En L'Équipe , el Panda reconoce que al principio aquello le dolía: "Lo tomé como algo personal". Pero la reflexión le llevó a un lugar distinto: "Que te llamen 'maricón' no me parece un insulto. Sería mucho más feliz siendo 'maricón' que como él, lleno de odio, sin nada mejor que hacer que lanzar insultos al final de un partido".

No es provocación, sino una forma de redirigir el foco: "Lo que me molesta es que una persona gay tenga miedo de salir del armario por este tipo de reacciones. No poder ser uno mismo es inaceptable, por eso me involucro en esta lucha".

El delantero profundiza en las razones estructurales que hacen del fútbol un terreno hostil para la diversidad: "Tradicionalmente es un deporte de hombres, un mundo que glorifica la fuerza y la virilidad. Como si los futbolistas no eran seres humanos, sino seres superiores que encarnan la esencia del sistema patriarcal".

Borja Iglesias celebra el gol del empate ante el Real Madrid.

Borja Iglesias celebra el gol del empate ante el Real Madrid. Reuters

Y rescata dos nombres propios: "Jugadores como Beckham y Guti han ofrecido un modelo de masculinidad diferente. Han cambiado la imagen del fútbol y nos han ayudado a ser más libres. Pero aún queda mucho trabajo".

Su reflexión más contundente apunta al silencio absoluto en el vestuario: "Me entristece que todavía parece imposible para los futbolistas homosexuales salir del armario. En veinte años en el mundo del fútbol, ningún compañero me ha contado esto, y eso me hace reflexionar".

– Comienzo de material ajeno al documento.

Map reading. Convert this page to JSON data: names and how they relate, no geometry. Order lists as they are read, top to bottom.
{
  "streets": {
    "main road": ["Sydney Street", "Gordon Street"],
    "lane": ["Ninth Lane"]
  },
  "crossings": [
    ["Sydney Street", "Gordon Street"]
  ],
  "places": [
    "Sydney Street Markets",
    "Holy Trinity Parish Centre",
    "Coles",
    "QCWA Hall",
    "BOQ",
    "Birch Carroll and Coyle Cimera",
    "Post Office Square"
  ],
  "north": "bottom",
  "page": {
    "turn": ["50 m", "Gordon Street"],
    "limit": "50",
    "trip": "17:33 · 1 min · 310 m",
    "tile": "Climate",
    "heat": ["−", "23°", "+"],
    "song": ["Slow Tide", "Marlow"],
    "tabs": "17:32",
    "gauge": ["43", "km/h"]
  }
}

Sobre sus uñas, que nacieron durante el confinamiento y se convirtieron en símbolo público con el Black Lives Matter,dijo: "Me las pinté de negro para dar visibilidad a esta causa y combatir los pensamientos racistas". En enero, la afición del Celta respondió a los insultos de Sevilla acudiendo a Balaídos con las uñas pintadas. El club lanzó un mensaje claro: "El respeto no se negocia".

Borja Iglesias, con las uñas pintadas.

Borja Iglesias, con las uñas pintadas.

Borja también reconoce el desgaste: "Siento la presión de ser una especie de justiciero. Involucrarse es mentalmente agotador".

Pero encuentra motivación en mensajes como los de hombres gays que le escriben: "Por acostarme con alguien de mi mismo sexo, tengo que renunciar a mi pasión, que es el fútbol". O en la mujer trans que se acercó en un bar de Madrid para agradecerle haberse reconciliado con el fútbol: "Empecé a llorar. A menudo pienso en ese momento cuando dudo en exponerme".